Water stabilizes DNA folding and mediates interactions of DNA with other molecules, such as proteins, small bioactive molecules, and therapeutics.^1,2 Drugs targeting DNA molecules, such as chemotherapeutics^3,4 and antibiotics,⁵ have different binding modes, including major groove binding,⁶ minor groove binding,⁷ and intercalation between base pairs.⁸ These binding modes differentially perturb water structures hydrating the DNA major groove, minor groove, and backbone.⁹ Rational drug design targeting DNA can benefit from knowledge about these distinct perturbations to DNA hydration structures. Although structural determination techniques, such as X-ray crystallography,¹⁰ NMR,¹¹ and neutron scattering techniques,¹² can provide information about hydration of DNA, they require growth of crystals, high concentration of samples, and/or low temperatures, posing challenges in studying hydration in wider experimental contexts. Optical methods, on the other hand, can overcome these barriers. For example, terahertz spectroscopy can probe collective motions of water surrounding DNA,¹³ Raman spectroscopy coupled with multivariate curve resolution analysis can probe hydration water,^14,15 and two-dimensional infrared spectroscopy¹⁶ can use site-specific vibrational probes to observe hydration structures.^17,18 Nonlinear spectroscopic techniques including sum frequency generation (SFG)¹⁹ and second harmonic generation²⁰ have also been used to probe hydration in both inorganic²¹ and biological systems^20,22 as well as biological function of biomolecules.²³ Here, we show that chiral SFG can probe perturbations of DNA hydration structures due to DNA–molecular interactions, with selectivity to water molecules in the first hydration shell of DNA.

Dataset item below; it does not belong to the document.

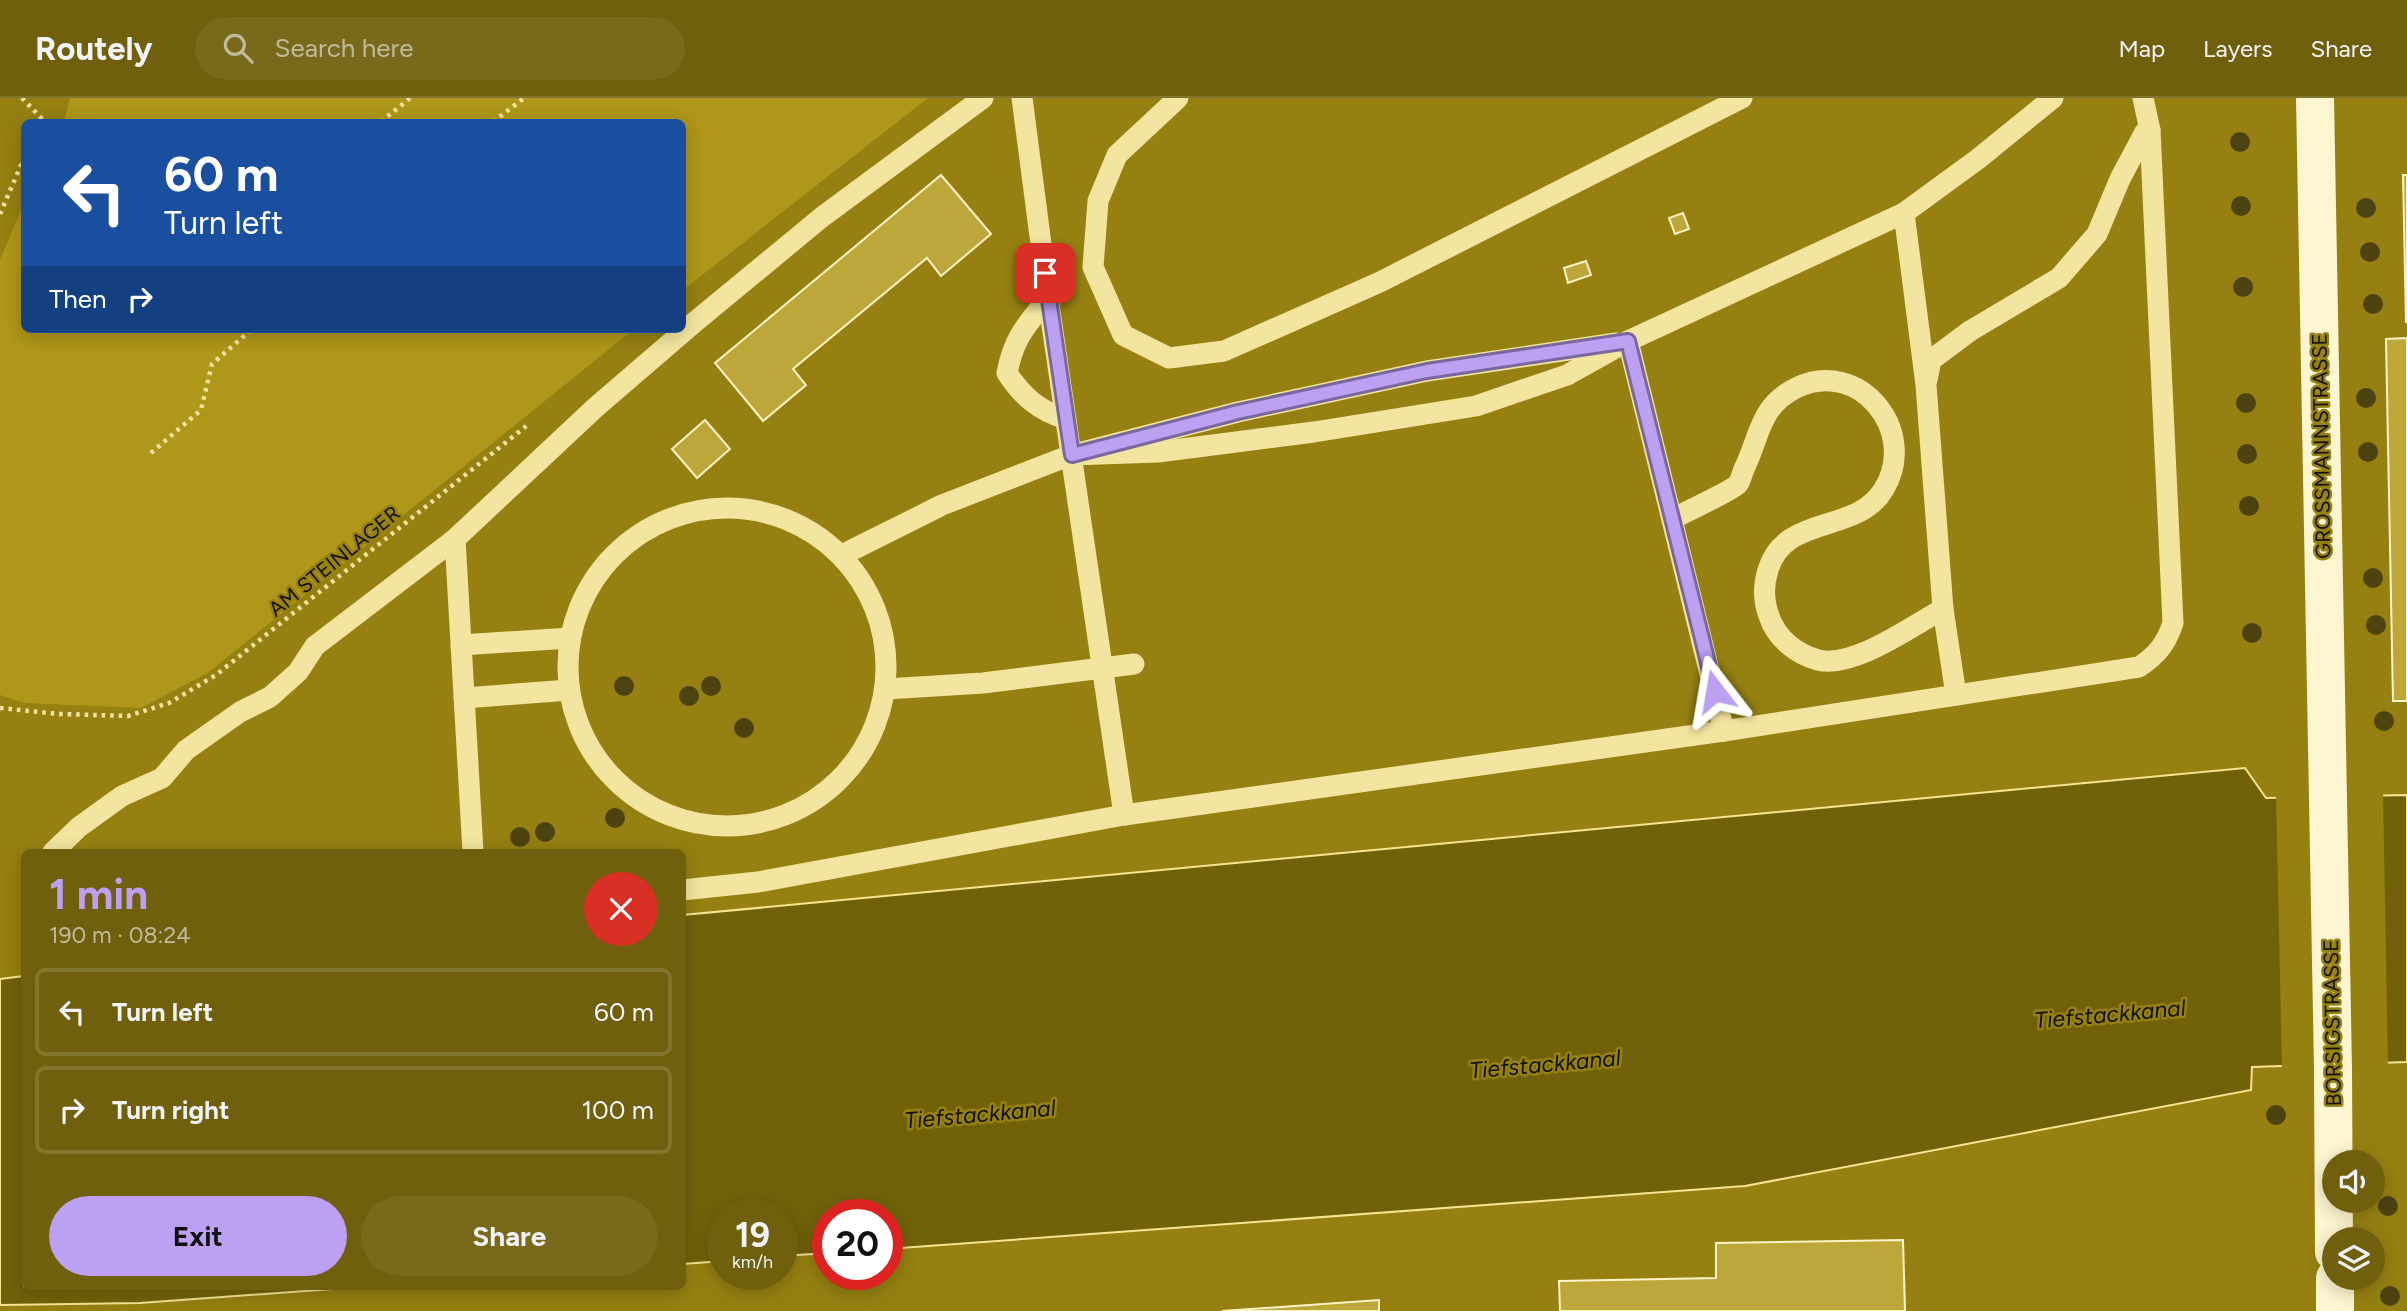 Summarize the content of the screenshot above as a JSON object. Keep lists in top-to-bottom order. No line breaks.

Chiral SFG probes vibrational structures of chiral biomacromolecules,^24–29 detecting chiral macroscopic arrangements of functional groups, such as amide,^30–32 NH,³⁰ and CH³³ vibrational modes in protein secondary structures and CH^29,34,35 and NH stretches in DNA duplexes.³⁶ Chiral SFG requires a visible beam and an infrared beam to overlap to generate the second-order sum frequency signals (Scheme 1a).^37,38 When the frequencies of the visible and SFG beams are not in resonance with an electronic transition, chiral SFG is surface specific.^26,39,40 Chiral SFG can even detect achiral molecules arranged in chiral supramolecular structures, thus allowing probing of vibrational structures of water molecules in hydration shells of chiral biomacromolecules.^41–43 The Petersen group showed that chiral SFG signals can detect OH stretches of water around DNA.⁴⁴ However, the origin of the chiral water signals remained elusive. Our recent studies revealed that chiral SFG signals of water around proteins and DNA originate from water in the first hydration shell.^{25,36,41,43,45,46}

Scheme 1 (a) Chiral SFG experimental setup for probing dsDNA using an s-polarized visible beam and a p-polarized infrared beam and detecting p-polarized SFG signals (see Methods in ESI†). (b) Adenine–thymine base pair showing minor groove and major groove chemical moieties. (c) Chemical structure of the minor groove-binding drug netropsin.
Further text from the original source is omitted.